How can we write the expansion of $\frac{e^t(e^t-1)^{n-1}}{(e^t+1)^{n+1}}.$ How can we write the expansion of
$$\frac{e^t(e^t-1)^{n-1}}{(e^t+1)^{n+1}}.$$ 
I know that
$$\frac{1}{(e^t+1)^{n+1}}=\sum_{k=0}^\infty (-1)^k \binom{n+k}{k} e^{kt}.$$
Could you please give me an idea? 
 A: If you wish to perform a series expansion in terms of $e^t$, then define $$f(z) = \frac{z(z-1)^{n-1}}{(z+1)^{n+1}}$$ and your desired expansion corresponds to the expansion of $f(z)$ with respect to $z = 0$, followed by the substitution $z = e^t$.
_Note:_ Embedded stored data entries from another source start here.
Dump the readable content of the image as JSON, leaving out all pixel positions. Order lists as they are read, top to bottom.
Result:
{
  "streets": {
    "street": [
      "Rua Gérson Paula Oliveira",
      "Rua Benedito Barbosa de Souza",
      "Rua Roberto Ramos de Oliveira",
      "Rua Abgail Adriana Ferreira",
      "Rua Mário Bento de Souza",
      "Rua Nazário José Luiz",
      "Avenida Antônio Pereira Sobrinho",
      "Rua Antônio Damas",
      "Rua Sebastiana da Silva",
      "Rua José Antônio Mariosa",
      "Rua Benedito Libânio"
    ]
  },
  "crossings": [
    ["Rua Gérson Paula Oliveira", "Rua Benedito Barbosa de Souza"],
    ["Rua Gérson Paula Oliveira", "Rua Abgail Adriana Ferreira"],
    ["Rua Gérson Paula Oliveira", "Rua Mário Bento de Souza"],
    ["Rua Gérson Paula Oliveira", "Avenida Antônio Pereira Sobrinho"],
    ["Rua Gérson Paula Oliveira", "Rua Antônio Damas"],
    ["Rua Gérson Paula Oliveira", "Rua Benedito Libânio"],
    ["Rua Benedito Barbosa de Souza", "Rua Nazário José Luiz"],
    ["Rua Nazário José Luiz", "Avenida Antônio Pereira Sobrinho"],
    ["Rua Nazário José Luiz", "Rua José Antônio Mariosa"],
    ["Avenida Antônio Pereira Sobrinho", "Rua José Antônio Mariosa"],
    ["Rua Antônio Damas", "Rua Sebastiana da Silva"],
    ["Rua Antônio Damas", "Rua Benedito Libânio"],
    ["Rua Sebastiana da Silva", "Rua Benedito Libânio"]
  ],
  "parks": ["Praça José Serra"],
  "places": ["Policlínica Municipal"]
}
Next, observe $$\sum_{k=n}^\infty (-1)^k \frac{k!}{(k-n)!} z^{k-n} = \frac{d^n}{dz^n}\left[\frac{1}{z+1}\right] = \frac{(-1)^n n!}{(z+1)^{n+1}},$$ so that $$\frac{1}{(z+1)^{n+1}} = \sum_{k=n}^\infty \binom{k}{n} (-z)^{k-n} = \sum_{k=0}^\infty \binom{k+n}{n} (-z)^k.$$  This can of course be found from the binomial series.  Consequently, with the convention that $\binom{a}{b} = 0$ if $a < b$, and the transformation of indices $s = k+m$, $j = m$,
$$\begin{align*}
f(z) &= z \sum_{m=0}^{n-1} \binom{n-1}{m} z^m (-1)^{n-1-m} \sum_{k=0}^\infty \binom{k+n}{n} (-z)^k \\
&= z \sum_{k=0}^\infty \sum_{m=0}^{n-1} \binom{n-1}{m} \binom{k+n}{n} (-1)^{n-1-m+k} z^{k+m} \\
&= \sum_{s=0}^\infty \sum_{j=0}^{n-1} \binom{n-1}{j} \binom{s-j+n}{n} (-1)^{n+s-2j-1} z^{s+1}. \\
\end{align*}$$
The coefficient for $z^{s+1}$, which we define as $$c(s) = \sum_{j=0}^{n-1} \binom{n-1}{j} \binom{s-j+n}{n} (-1)^{n+s-2j-1},$$ is expressible as a hypergeometric function but doesn't appear to have a simple closed form for general $n$.
A: This is what Wolfram alpha produces (https://www.wolframalpha.com/input/?i=series+e%5Et(e%5Et-1)%5E%7Bn-1%7D%7D%2F%7B(e%5Et%2B1)%5E%7Bn%2B1%7D):

A: I think that writing the general term could be difficult.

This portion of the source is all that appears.